In the case of workers for Uber and other gig companies, Logan said, “the issue is employees are controlled by the companies and the algorithms,” which is why the worker-classification issue has for years been debated in courts, legislatures and at the ballot box.
It is possible the Labor Department could wait to act on Walsh’s comments until after the PRO Act question is settled, but the timeline is unclear. Gould said he expects possible action in the summer or sometime this year.
What companies want
In California, Uber, Lyft, DoorDash and Instacart spent more than $200 million, a record, to bring Proposition 22 before voters. After nearly 60% of the state’s residents voted for the measure, the companies said they want to expand the model.

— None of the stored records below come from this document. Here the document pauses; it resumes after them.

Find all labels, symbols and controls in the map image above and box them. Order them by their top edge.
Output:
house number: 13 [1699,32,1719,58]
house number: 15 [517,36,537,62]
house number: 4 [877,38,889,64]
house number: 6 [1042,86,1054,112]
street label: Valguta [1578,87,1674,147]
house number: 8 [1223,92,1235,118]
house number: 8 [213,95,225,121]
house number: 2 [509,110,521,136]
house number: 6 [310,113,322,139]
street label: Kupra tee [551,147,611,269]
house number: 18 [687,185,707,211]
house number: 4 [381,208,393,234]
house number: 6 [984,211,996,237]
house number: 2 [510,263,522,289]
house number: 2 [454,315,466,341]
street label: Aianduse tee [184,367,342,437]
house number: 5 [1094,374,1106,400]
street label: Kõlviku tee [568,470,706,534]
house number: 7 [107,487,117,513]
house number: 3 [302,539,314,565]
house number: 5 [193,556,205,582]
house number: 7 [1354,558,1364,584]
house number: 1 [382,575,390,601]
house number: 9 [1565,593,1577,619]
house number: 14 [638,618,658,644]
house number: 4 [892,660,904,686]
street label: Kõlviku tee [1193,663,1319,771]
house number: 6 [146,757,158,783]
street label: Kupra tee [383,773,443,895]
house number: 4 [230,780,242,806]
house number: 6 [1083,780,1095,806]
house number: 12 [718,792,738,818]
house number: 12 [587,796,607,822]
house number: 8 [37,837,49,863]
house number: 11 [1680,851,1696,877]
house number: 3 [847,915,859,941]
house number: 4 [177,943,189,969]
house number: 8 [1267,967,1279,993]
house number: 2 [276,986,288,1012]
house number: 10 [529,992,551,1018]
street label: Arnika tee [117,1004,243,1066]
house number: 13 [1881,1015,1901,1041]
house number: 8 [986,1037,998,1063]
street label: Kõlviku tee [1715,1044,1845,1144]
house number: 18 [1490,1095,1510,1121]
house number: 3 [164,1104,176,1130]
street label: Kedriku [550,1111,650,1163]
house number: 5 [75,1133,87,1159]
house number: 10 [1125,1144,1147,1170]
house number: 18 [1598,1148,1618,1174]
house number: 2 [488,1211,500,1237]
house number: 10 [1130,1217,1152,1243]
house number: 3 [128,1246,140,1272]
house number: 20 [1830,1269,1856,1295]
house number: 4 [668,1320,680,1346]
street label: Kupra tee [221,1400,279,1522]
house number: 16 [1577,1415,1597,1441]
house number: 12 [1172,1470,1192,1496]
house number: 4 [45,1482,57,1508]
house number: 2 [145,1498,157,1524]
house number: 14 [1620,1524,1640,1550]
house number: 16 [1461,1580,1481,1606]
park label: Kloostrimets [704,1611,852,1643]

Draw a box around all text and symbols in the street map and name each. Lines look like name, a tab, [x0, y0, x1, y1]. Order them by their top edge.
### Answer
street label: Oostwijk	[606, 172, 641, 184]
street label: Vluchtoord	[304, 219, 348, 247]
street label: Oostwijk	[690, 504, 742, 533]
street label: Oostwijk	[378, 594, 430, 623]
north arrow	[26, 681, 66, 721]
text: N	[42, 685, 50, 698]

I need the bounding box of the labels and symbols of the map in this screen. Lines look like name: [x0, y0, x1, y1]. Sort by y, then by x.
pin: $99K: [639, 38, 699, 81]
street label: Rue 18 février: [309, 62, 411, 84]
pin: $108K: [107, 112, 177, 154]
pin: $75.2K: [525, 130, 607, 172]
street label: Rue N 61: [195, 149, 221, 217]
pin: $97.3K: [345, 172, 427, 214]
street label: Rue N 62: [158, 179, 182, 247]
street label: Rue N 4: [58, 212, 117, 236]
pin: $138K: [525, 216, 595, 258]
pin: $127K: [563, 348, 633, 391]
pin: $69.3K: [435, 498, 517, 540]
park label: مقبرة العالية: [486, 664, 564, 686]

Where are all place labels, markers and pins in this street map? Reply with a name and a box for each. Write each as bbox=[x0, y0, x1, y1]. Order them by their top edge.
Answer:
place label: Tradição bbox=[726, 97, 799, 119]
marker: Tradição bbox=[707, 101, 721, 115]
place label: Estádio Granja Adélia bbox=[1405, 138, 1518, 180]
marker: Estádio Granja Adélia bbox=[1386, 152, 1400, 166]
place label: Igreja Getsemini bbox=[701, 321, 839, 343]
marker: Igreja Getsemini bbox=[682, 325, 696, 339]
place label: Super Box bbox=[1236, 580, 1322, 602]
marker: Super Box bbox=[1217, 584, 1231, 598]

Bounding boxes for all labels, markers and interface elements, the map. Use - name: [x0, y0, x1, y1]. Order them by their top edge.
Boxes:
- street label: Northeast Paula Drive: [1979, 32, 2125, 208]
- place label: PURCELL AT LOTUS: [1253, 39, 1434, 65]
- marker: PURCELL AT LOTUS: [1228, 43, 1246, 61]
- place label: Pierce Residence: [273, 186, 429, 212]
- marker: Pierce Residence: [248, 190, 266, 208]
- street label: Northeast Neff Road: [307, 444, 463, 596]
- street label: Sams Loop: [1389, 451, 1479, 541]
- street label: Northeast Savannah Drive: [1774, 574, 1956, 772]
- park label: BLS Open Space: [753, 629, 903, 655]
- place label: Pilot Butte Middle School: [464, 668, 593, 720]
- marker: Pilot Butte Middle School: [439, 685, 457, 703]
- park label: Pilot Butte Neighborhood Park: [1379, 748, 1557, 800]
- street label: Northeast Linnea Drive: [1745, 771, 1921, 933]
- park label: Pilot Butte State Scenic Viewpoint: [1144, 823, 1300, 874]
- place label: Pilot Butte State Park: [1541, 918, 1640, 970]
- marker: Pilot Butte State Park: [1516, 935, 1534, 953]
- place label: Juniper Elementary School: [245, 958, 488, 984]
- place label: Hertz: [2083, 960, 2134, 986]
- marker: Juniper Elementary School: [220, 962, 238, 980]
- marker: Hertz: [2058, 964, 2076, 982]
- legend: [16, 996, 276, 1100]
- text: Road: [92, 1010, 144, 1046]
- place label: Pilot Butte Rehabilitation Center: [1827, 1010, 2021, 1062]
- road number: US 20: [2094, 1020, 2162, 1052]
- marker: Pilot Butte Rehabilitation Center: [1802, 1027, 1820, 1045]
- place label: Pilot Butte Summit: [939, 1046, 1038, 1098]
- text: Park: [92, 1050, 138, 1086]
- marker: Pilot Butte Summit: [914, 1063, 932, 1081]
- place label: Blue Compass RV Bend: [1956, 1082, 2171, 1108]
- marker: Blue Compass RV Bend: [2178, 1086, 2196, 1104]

Uber, Lyft and the other companies are pushing for a “third way,” effectively an expansion of what they have managed to carve out in California and elsewhere. Uber has branded that scenario as IC+, a separate category for drivers and delivery workers that gives them guaranteed incomes and some health benefits under certain circumstance, but falls short of treating them as employees with all the rights and benefits that entails.
Dubal said other ways the companies might avoid employee classification include going through temporary staffing agencies or adopting a franchise model, in which they license their brands to operators of vehicle fleets.
What’s at stake
The classification issue affects taxpayers whether or not they have used any of the ride-hailing or delivery platforms.
For example, the UC Santa Cruz Institute for Social Transformation survey last year, conducted before the pandemic, also found that 15% of San Francisco gig workers received some sort of public assistance, such as food stamps or housing assistance.
And as the coronavirus pandemic has shown, when demand for rides fell sharply, drivers who suddenly had no income did not qualify for regular unemployment benefits because they are not classified as employees. The gig companies do not pay into state unemployment insurance funds. In California, a UC Berkeley Labor Center study estimated that Uber and Lyft would have had to pay $413 million into the state’s unemployment insurance fund from 2014 to 2019 if they had been required to do so.
In the past year, some drivers got unemployment funds only because of the U.S. government’s Pandemic Unemployment Assistance program.
What Walsh does in saying gig workers should be employees is “really put his finger on a major inequity — a scandalous inequity,” Gould said. “The federal government had to jump in and provide unemployment compensation. Uber and Lyft got a free ride.”